You get 30 or so alpha males together on a plane, and it can get pretty wild.
Every time I board a plane, it's to go play a golf course that's going to be in the best condition its members see all year. The fairways and greens are guaranteed to be perfect, and the weather forecast is usually pretty good, too. Never mind that I made $2 million last year. It's for these reasons and more that I try never to complain about canceled flights, lost luggage or idiotic TSA workers. What's true for business travelers is especially true for PGA Tour players: No one cares what happened to you at the airport.
I don't make enough to fly privately. A few seasons ago I experimented with some jet shares, and it was like setting money on fire. With endorsements and prize money, I figure you need to be pulling in at least $5 million a year to justify the expense. I have enough points, so I almost always get bumped to the front of the bus, but the food and comfort of a first-class cabin don't compare to even a third-class home-cooked meal. There are only a handful of flights each year I enjoy: the charters certain tournaments organize for us.

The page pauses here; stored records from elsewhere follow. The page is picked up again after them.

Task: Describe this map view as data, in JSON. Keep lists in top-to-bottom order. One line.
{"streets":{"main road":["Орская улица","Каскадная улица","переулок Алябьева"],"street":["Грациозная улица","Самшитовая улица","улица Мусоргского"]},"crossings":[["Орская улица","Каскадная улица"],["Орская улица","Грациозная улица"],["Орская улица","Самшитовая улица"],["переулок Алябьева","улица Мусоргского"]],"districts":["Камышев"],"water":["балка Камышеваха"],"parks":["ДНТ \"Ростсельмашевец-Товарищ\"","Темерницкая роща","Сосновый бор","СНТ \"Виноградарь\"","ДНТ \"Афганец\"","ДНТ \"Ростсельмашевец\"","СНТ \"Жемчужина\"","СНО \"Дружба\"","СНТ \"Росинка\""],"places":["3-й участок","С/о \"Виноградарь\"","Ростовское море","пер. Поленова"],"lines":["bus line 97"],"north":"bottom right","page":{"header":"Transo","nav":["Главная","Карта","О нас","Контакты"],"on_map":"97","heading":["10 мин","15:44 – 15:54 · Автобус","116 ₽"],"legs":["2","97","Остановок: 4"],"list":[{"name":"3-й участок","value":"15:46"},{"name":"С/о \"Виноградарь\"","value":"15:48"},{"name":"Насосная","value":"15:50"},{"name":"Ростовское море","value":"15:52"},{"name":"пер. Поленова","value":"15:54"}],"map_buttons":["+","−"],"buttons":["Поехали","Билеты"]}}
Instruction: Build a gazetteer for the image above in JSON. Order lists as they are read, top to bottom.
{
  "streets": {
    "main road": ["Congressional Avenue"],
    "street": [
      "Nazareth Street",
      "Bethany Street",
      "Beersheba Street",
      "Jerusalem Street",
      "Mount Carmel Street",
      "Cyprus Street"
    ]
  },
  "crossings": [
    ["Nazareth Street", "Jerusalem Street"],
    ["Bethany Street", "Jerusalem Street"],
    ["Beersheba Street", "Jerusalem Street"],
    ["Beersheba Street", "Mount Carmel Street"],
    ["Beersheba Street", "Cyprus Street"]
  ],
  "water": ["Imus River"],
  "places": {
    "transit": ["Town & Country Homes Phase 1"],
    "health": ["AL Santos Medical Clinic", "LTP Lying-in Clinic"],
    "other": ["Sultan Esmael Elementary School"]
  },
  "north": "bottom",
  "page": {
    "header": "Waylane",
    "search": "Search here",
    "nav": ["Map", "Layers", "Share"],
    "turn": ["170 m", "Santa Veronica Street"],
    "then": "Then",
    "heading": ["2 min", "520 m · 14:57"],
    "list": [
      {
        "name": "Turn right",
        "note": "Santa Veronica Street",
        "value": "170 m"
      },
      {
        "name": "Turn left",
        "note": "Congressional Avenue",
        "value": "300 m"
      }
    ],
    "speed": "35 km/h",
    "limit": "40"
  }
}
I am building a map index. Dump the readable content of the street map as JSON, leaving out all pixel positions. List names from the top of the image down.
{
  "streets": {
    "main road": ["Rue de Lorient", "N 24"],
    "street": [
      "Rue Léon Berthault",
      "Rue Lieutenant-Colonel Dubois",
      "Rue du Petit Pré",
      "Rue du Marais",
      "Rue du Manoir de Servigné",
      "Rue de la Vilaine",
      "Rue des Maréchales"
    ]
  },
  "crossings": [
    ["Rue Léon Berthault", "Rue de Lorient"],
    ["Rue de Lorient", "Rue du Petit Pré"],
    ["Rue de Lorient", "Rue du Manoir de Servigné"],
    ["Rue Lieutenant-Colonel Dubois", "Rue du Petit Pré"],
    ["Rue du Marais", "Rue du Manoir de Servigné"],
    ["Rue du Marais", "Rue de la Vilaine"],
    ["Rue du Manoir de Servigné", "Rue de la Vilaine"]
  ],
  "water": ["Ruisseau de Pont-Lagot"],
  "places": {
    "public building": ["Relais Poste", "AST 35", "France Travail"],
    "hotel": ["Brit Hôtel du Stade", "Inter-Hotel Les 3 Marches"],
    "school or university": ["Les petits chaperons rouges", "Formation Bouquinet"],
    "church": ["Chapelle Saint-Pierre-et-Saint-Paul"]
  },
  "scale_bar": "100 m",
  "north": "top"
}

Because they fall on the schedule the week before or after a major, tournaments like Hartford and Quad Cities will arrange a jet to entice marquee players to commit. This year even the New Orleans event got a plane to take guys to the Match Play in San Francisco. Though it's a regular commercial aircraft, the experience is private. You drive your courtesy car right to the tarmac, there are people who unload your luggage, and the security is minimal. I usually give my extra free ticket to my caddie, but if you have a wife and a bunch of kids you'll be accommodated. I've never heard of a player having to pay for extra seats.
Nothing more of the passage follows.